**WORK REQUIRED:**
Go through the data and report how many lines include the word "grid", giving only the number.

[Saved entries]
+---+

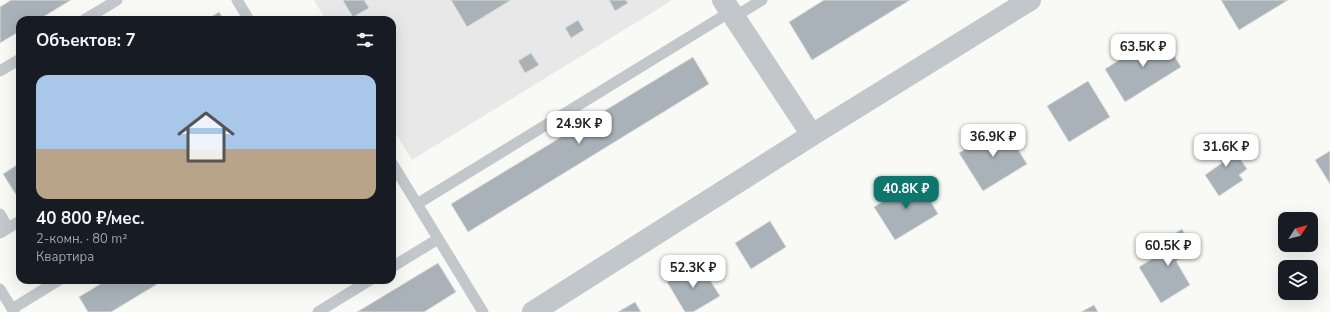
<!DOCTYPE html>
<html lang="ru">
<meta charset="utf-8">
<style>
body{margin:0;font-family:"Nunito Sans",sans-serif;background:#242831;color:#f1f3f6;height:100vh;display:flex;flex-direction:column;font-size:15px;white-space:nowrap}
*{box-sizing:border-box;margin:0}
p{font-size:13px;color:#9ea1a6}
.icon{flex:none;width:22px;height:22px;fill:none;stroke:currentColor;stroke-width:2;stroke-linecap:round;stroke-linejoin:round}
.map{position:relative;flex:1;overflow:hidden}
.details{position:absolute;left:16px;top:16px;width:380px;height:268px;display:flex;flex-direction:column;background:#171b24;border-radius:12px;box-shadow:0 4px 16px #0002}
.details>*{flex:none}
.needle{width:26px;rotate:54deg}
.buttons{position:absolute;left:1278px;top:212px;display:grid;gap:8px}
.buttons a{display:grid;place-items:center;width:40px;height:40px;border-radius:8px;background:#171b24;box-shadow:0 4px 16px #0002;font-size:20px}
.price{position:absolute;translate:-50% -34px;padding:0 9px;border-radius:8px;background:#fff;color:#222;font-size:13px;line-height:26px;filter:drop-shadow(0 1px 2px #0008)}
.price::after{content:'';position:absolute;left:50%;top:24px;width:12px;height:9px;margin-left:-6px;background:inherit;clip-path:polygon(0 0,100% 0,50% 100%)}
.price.on{background:#0f766e;color:#fff}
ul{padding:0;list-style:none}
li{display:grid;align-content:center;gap:8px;height:212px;padding:0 20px}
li+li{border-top:1px solid #363941}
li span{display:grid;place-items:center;height:124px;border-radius:12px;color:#555}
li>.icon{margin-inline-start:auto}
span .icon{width:72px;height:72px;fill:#fffc;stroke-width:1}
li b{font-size:17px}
h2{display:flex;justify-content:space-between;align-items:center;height:48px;padding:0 20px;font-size:17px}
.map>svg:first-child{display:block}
.built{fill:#e7e8e7}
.building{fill:#a8b2b8;stroke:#dbdbd8}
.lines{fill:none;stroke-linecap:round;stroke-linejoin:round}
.lane{stroke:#c2c7cb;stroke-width:11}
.street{stroke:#c2c7cb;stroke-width:22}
</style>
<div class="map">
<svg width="1330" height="312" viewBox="0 0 1330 312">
<rect width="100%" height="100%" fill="#f9f9f6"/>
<path class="built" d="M314,0H671V1L412,160L392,127V20H326Z"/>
<path class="building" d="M11,0H71L38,20H20V31L0,43V7Z
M344,0H364L369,8L353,17L343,1Z
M451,0H511L467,27Z
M609,0H626L628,3L615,11Z
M824,0H910L812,60L789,22Z
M1221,0H1288L1239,30Z
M219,12L224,20H206Z
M578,20L584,30L571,38L565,28Z
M1161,34L1181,67L1125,102L1105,69Z
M531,53L539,65L525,73L518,61Z
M693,57L709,84L468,232L451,204Z
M1088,81L1110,117L1069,142L1047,106Z
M1003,126L1027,164L983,191L959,153Z
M1225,136L1247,169L1239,175L1243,180L1219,196L1205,175L1222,163L1211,145Z
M1330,151V184L1315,160Z
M20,163V201L3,174Z
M918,180L938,214L895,240L874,207Z
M770,221L786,247L751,269L735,243Z
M1182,229L1194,250L1176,261L1190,285L1161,303L1139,267L1160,254L1155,246Z
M438,263L456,292L424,312H357Z
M699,263L720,296L693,312H685L667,282Z
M107,280H164L111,312H88L79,297Z
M635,302L641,312H618Z
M1094,305L1098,312H1081Z"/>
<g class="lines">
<path class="lane" d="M237,0L249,20
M734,17L762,0
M84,20L117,0
M0,71L20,59
M392,163L483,312
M417,204L730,12
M0,214L8,228
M0,233L20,221
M392,267L438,239
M0,289L14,312
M12,309L59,280
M318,312L370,280"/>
<path class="street" d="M723,0L812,135
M533,312L812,135L1030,0"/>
</g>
</svg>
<div class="buttons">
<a><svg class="needle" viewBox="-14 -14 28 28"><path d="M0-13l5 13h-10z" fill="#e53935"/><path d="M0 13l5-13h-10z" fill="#9ea1a6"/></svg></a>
<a><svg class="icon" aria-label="layers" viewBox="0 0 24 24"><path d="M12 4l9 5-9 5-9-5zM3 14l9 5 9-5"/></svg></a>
</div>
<b class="price" style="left:1143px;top:68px">63.5K ₽</b>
<b class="price" style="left:579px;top:145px">24.9K ₽</b>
<b class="price" style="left:993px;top:158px">36.9K ₽</b>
<b class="price" style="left:1226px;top:168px">31.6K ₽</b>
<b class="price on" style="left:906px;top:210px">40.8K ₽</b>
<b class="price" style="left:1168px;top:267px">60.5K ₽</b>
<b class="price" style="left:693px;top:289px">52.3K ₽</b>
<section class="details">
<h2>Объектов: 7<svg class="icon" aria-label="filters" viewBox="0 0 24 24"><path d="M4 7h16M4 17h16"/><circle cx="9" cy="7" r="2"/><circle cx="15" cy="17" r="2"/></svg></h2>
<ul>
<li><span style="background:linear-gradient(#a9c7e8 60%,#b9a48a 0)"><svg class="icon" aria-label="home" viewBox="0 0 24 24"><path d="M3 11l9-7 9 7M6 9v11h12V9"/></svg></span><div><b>40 800 ₽/мес.</b><p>2-комн. · 80 m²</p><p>Квартира</p></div></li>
</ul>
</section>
</div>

+---+

**EXERCISE OUTPUT:**
4